After a few weeks, going up meant standing around in a deep hole or digging a little further in a rising trench. We could look up at the dome sky and see it as a bright yellow sliver. Sometimes blue, sometimes greenish, but mosty amber because of all the micro-dust in the air. Well, on Linnea, it would be micro-dust. On Earth, it was tunable light-panels.
We didn't spend a lot of time studying how the dome worked, but our enforced captivity in the burrow gave us a lot of time for talking, and we needed to practice our language until it was second nature. Most important, we had to lose our accents. Or learn how to fake Linnean accents. Aunt Morra explained that to all of us, more than once. She said that every language has its own rhythm, its own set of inflections and idiosyncrasies.

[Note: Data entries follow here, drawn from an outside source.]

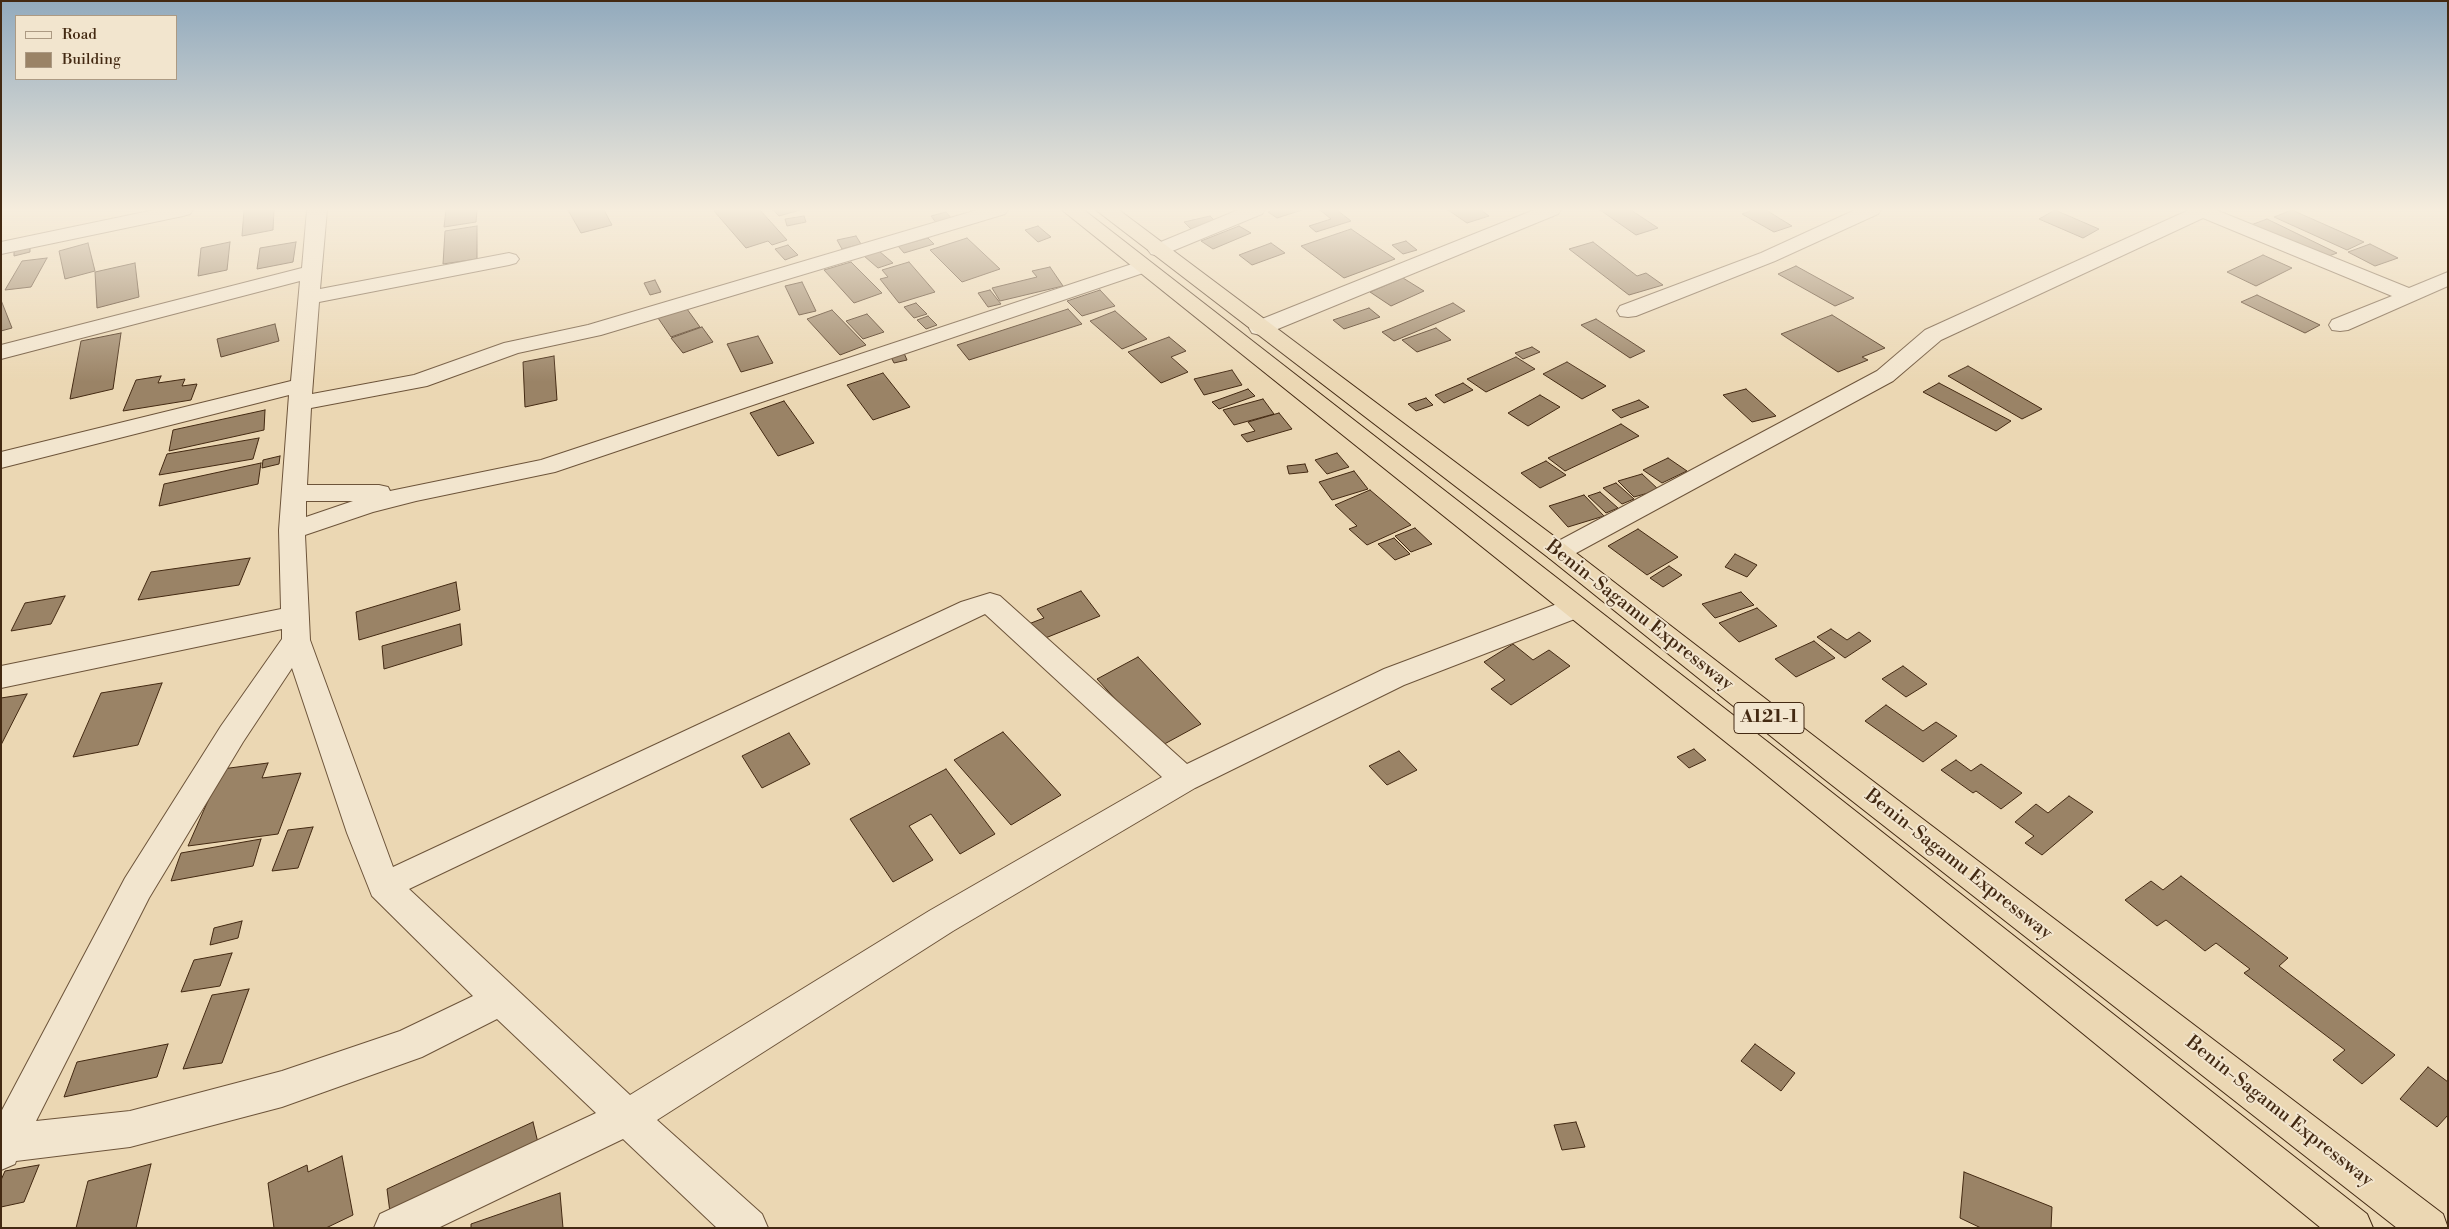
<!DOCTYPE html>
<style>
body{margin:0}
#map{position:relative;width:2449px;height:1229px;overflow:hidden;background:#ebd7b3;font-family:"Libre Bodoni",serif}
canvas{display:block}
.frame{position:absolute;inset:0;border:2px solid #432912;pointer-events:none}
.legend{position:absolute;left:15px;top:15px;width:162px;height:65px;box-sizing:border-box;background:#f2e5ce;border:1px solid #ac9a83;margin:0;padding:6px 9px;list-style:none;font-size:15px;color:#432912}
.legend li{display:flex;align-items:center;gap:10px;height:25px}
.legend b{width:25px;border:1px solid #ac9a83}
</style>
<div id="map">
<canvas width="2449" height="1229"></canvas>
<div class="frame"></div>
<ul class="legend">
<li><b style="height:6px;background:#f2e5ce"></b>Road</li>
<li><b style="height:14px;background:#9a8366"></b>Building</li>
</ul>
</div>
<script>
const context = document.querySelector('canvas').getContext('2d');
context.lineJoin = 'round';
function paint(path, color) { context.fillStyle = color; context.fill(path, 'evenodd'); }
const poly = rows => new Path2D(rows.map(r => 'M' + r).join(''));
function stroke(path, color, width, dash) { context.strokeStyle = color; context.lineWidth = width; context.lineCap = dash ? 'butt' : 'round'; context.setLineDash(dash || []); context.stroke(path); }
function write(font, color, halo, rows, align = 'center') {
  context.font = font + ' "Libre Bodoni",serif'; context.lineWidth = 4; context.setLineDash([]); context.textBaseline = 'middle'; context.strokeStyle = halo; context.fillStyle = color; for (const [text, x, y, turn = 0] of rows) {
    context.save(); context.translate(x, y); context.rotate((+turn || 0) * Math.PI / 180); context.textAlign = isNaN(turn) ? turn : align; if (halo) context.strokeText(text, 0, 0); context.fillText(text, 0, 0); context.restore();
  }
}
const building = poly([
 [244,210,274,210,273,230,242,236,244,210],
 [446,210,477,210,476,222,444,227,446,210],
 [568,210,604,210,612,225,581,233,568,210],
 [760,210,787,240,772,245,768,241,746,248,714,211,760,210],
 [773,210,800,210,779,216,773,210],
 [1273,210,1302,210,1277,218,1268,212,1273,210],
 [1320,210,1337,210,1351,221,1316,232,1309,226,1331,219,1320,210],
 [1448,210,1481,210,1489,216,1467,223,1448,210],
 [1600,210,1631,210,1658,228,1636,235,1600,210],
 [1753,210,1766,210,1792,226,1774,232,1742,214,1753,210],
 [2055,210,2099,229,2083,238,2039,219,2055,210],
 [2292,210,2364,242,2347,250,2274,217,2292,210],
 [946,212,953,220,937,224,931,216,946,212],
 [804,216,806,222,787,226,785,219,804,216],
 [1210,216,1219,225,1193,231,1184,222,1210,216],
 [2267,219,2337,253,2318,260,2248,226,2267,219],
 [477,226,477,259,443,264,445,231,477,226],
 [1038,226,1051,237,1038,242,1025,230,1038,226],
 [1239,226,1251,233,1213,249,1201,241,1239,226],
 [1351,229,1395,259,1344,278,1301,246,1351,229],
 [856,236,861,244,842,249,837,240,856,236],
 [928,238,934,244,904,253,898,246,928,238],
 [967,238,1000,269,962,282,930,250,967,238],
 [1406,241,1417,250,1403,254,1392,245,1406,241],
 [230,242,227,270,198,276,201,248,230,242],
 [296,242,293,262,257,269,260,248,296,242],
 [1593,242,1637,276,1646,273,1663,285,1629,295,1569,249,1593,242],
 [88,243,95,271,65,279,59,251,88,243],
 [1271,243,1285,253,1252,265,1239,255,1271,243],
 [2370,244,2398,258,2375,266,2348,252,2370,244],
 [788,245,798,255,785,260,775,249,788,245],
 [30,246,30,252,14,256,14,250,30,246],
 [879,251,893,263,878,268,864,256,879,251],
 [2263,255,2292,268,2256,286,2227,272,2263,255],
 [47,258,31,287,5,290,22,261,47,258],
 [851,262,882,293,854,303,824,270,851,262],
 [909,262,935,292,899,303,880,279,888,277,882,270,909,262],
 [135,263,139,297,97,308,95,272,135,263],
 [1796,266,1854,298,1835,306,1778,274,1796,266],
 [1050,267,1063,286,1000,301,992,288,1037,277,1032,271,1050,267],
 [1403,278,1424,291,1391,306,1370,292,1403,278],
 [655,280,661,292,650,295,644,283,655,280],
 [802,282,816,311,799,315,785,286,802,282],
 [990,290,1001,304,988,307,978,293,990,290],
 [1100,290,1115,306,1082,316,1067,301,1100,290],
 [2257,295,2320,325,2305,333,2241,302,2257,295],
 [1,300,12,328,1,331,1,300],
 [916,303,927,314,914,318,904,307,916,303],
 [1453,303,1465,311,1394,341,1382,332,1453,303],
 [1369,308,1380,317,1344,329,1333,320,1369,308],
 [687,309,700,327,671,337,658,318,687,309],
 [1068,309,1082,324,969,360,957,345,1068,309],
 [832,310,866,345,840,355,807,319,832,310],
 [1115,311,1147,339,1122,349,1090,321,1115,311],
 [867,314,884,332,863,339,846,321,867,314],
 [1832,315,1885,348,1862,357,1868,360,1838,372,1781,334,1832,315],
 [928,316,937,325,926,329,917,320,928,316],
 [1596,319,1645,351,1630,358,1581,325,1596,319],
 [275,324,279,341,221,357,217,339,275,324],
 [702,327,713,342,683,353,671,338,702,327],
 [1436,328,1451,340,1417,352,1402,340,1436,328],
 [121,333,113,389,70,399,81,341,121,333],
 [758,336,773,363,741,372,727,344,758,336],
 [1169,337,1186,351,1171,357,1188,372,1161,383,1128,352,1169,337],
 [1532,347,1540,352,1523,359,1515,353,1532,347],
 [904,353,907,360,894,363,891,357,904,353],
 [554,356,557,400,525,407,523,362,554,356],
 [1516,357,1535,369,1486,392,1467,379,1516,357],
 [1567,362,1606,386,1582,399,1543,374,1567,362],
 [1968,366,2042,409,2022,419,1948,376,1968,366],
 [1232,370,1242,385,1204,395,1194,379,1232,370],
 [883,373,910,407,873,420,847,385,883,373],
 [161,376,158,383,185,379,182,386,197,384,191,400,123,411,136,380,161,376],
 [1463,383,1473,390,1444,403,1435,395,1463,383],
 [1939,383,2011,421,1996,431,1923,392,1939,383],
 [1248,389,1255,396,1219,409,1212,402,1248,389],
 [1746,389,1776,416,1752,422,1723,395,1746,389],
 [1540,395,1560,407,1528,426,1508,413,1540,395],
 [1426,398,1433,405,1416,411,1408,404,1426,398],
 [1263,399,1274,414,1234,425,1223,410,1263,399],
 [1639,400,1649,407,1621,418,1612,410,1639,400],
 [784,401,814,443,778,456,750,413,784,401],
 [265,410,264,430,169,451,173,430,265,410],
 [1279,413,1292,429,1247,442,1241,435,1255,431,1248,422,1279,413],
 [1621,424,1639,436,1565,471,1548,458,1621,424],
 [259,438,253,459,159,475,167,454,259,438],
 [1337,453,1349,467,1327,474,1315,460,1337,453],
 [280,456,279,464,262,468,263,460,280,456],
 [1668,458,1687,471,1662,483,1643,470,1668,458],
 [1546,461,1566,475,1540,488,1521,473,1546,461],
 [261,463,258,484,159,506,164,484,261,463],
 [1305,464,1308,472,1289,474,1287,466,1305,464],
 [1354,471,1368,489,1332,500,1319,482,1354,471],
 [1642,474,1659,490,1634,497,1618,481,1642,474],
 [1616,483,1634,499,1622,504,1603,488,1616,483],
 [1370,490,1411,525,1367,545,1349,529,1357,526,1335,505,1370,490],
 [1600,492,1618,508,1606,513,1588,496,1600,492],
 [1584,495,1604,516,1568,527,1549,506,1584,495],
 [1415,528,1432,544,1411,552,1395,536,1415,528],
 [1638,529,1678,557,1647,575,1608,546,1638,529],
 [1394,538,1410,554,1395,560,1378,544,1394,538],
 [1735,554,1757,565,1747,577,1725,567,1735,554],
 [250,558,239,585,138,600,151,572,250,558],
 [1669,566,1682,575,1663,587,1650,578,1669,566],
 [456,582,460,610,359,640,356,612,456,582],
 [1081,591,1100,616,1038,641,1026,625,1044,618,1037,609,1081,591],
 [1741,592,1754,605,1715,618,1702,604,1741,592],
 [65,596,51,624,11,631,25,603,65,596],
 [1757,608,1777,626,1739,642,1719,623,1757,608],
 [460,624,462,645,384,669,382,646,460,624],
 [1831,629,1847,640,1859,632,1871,641,1845,658,1817,637,1831,629],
 [1814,641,1835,658,1796,677,1775,659,1814,641],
 [1513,644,1533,660,1549,650,1570,666,1511,705,1491,689,1505,680,1484,662,1513,644],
 [1138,657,1201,724,1159,747,1097,679,1138,657],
 [1903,666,1927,684,1906,697,1882,679,1903,666],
 [162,683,138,745,73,757,101,693,162,683],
 [27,694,1,745,1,698,27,694],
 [1886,705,1923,731,1936,722,1957,736,1923,762,1865,721,1886,705],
 [1003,732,1061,795,1011,825,954,760,1003,732],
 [789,733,810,764,762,788,742,756,789,733],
 [1694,749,1706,760,1689,768,1677,757,1694,749],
 [1399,751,1417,770,1387,785,1369,766,1399,751],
 [1956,760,1971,771,1981,764,2022,793,2001,809,1976,791,1973,793,1941,770,1956,760],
 [268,763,262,778,301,773,278,834,188,846,222,769,268,763],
 [946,769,995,834,960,854,931,814,909,826,933,860,893,882,850,819,946,769],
 [2069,796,2093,812,2042,855,2025,843,2034,836,2015,822,2036,804,2048,813,2069,796],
 [313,827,298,868,272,871,288,830,313,827],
 [261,839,253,866,171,881,181,853,261,839],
 [2181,876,2288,958,2279,966,2395,1055,2362,1084,2333,1060,2345,1050,2244,973,2250,969,2216,943,2205,951,2166,920,2157,926,2125,900,2151,881,2163,890,2181,876],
 [242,921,238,938,210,945,214,928,242,921],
 [232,953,220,986,181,992,194,960,232,953],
 [249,989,222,1063,183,1069,212,995,249,989],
 [168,1044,157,1077,64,1097,77,1062,168,1044],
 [1755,1044,1795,1073,1781,1091,1741,1061,1755,1044],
 [2428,1067,2448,1082,2448,1115,2437,1127,2400,1099,2428,1067],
 [533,1122,545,1172,392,1228,387,1189,533,1122],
 [1576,1122,1585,1147,1562,1150,1554,1125,1576,1122],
 [342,1156,353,1215,326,1228,274,1228,268,1183,307,1165,308,1172,342,1156],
 [151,1164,136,1228,76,1228,88,1181,151,1164],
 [39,1165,24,1202,1,1207,1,1180,5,1171,39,1165],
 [1964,1172,2052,1207,2051,1228,1981,1228,1960,1218,1964,1172],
 [560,1193,563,1228,471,1228,471,1224,560,1193]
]);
paint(building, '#9a8366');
stroke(building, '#432912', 1);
const minor = poly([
 [154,210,193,210,190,214,183,216,1,254,1,242,154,210],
 [307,210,327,210,320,289,509,253,516,255,519,259,516,263,509,265,319,302,312,394,414,375,504,343,588,325,977,210,1008,210,1005,214,601,335,518,353,427,386,311,408,307,485,379,485,388,487,390,491,541,460,1135,263,1142,261,1149,263,1152,267,1149,271,555,472,416,501,373,512,305,535,310,640,393,867,961,602,990,593,1000,596,1187,764,1384,669,1565,601,1575,598,1585,601,1589,608,1585,615,1404,685,1195,788,953,931,657,1120,762,1214,768,1228,717,1228,623,1139,438,1228,374,1228,380,1214,596,1113,497,1019,422,1057,282,1107,130,1147,16,1161,15,1164,1,1170,1,1112,125,878,221,726,282,639,282,629,1,688,1,666,281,609,279,530,289,395,1,468,1,452,291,381,300,281,1,359,1,345,302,268,307,210],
 [306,501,353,501,306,517,306,501],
 [985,614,1162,777,929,911,630,1095,409,889,985,614],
 [292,668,347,833,372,896,473,996,400,1031,282,1071,130,1111,36,1121,149,898,243,742,292,668],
 [1238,210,1265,210,1262,214,1165,254,1158,256,1151,254,1148,250,1151,246,1238,210],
 [1534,210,1561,210,1558,214,1268,333,1260,335,1252,333,1249,328,1252,323,1534,210],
 [1855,210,1881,210,1878,214,1775,261,1636,316,1628,317,1620,316,1617,311,1620,306,1761,253,1855,210],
 [2189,210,2216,210,2409,288,2448,272,2448,286,2348,330,2340,331,2332,330,2329,325,2332,320,2392,296,2203,218,1941,340,1893,381,1567,558,1558,561,1549,558,1545,552,1549,546,1877,371,1925,330,2189,210]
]);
const trunk = poly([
 [1062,210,1084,210,1769,743,2367,1214,2373,1228,2321,1228,1747,759,1062,210],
 [1096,210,1119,210,1567,546,1845,760,2443,1214,2448,1228,2397,1228,1823,778,1549,558,1096,210]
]);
stroke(minor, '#6d543a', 2);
stroke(trunk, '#432912', 2);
paint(minor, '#f2e5ce');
paint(trunk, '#ebd7b3');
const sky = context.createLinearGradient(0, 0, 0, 382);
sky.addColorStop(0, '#92aabd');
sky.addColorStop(0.55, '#f6eddd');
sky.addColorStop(1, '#f6eddd00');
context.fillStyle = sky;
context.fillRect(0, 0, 2449, 382);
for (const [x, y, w] of [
 [1769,718,70]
]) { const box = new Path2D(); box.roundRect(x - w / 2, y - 15.5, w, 31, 4); context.fillStyle = '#f2e5ce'; context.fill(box); stroke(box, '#432912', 1); }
write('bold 18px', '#432912', null, [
 ["A121-1",1769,718]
]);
write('19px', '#432912', '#f2e5ce', [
 ["Benin-Sagamu Expressway",1639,616,38],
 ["Benin-Sagamu Expressway",1958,865,38],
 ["Benin-Sagamu Expressway",2279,1112,38]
]);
</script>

Most tricky, she said, every language puts the emphasis
on different syllables. Hungarian puts the emphasis on the last syllable of the word, German puts it on the first, and the French speak all syllables with equal emphasis. Not only that, but you can hear this emphasis reflected in the music of each nation, because song comes from speech. “If I had a piano here, I'd show you,” she said. And then she sighed. “I miss my music. I could never give up my music.” Then she remembered what she intended to say, shook her head as if to brush away the memories, and continued. “We all speak Spanglish. That has a very lyrical set of rhythms and inflections, inherited from at least two distinct languages. When we speak Linnean, we don't realize it, but we add those inflections and rhythms. We need to unlearn our Earth ways of speaking, and match the Linnean sounds instead: the drawl, the slur, the way the vowels and the consonants are pronounced, and most of all, we need to match the rhythms and emphasis of Linnean speech. Otherwise, our language will give us away. If even one person with a Spanglish accent gets caught as a maiz-likka, then every other person with that accent will immediately come under the same suspicion. So let's do our language exercises again. Our lives—I mean,
your
lives,” she corrected herself, “will depend on it.” She seemed suddenly embarrassed by the reminder that she would not be going to Linnea with the rest of the family.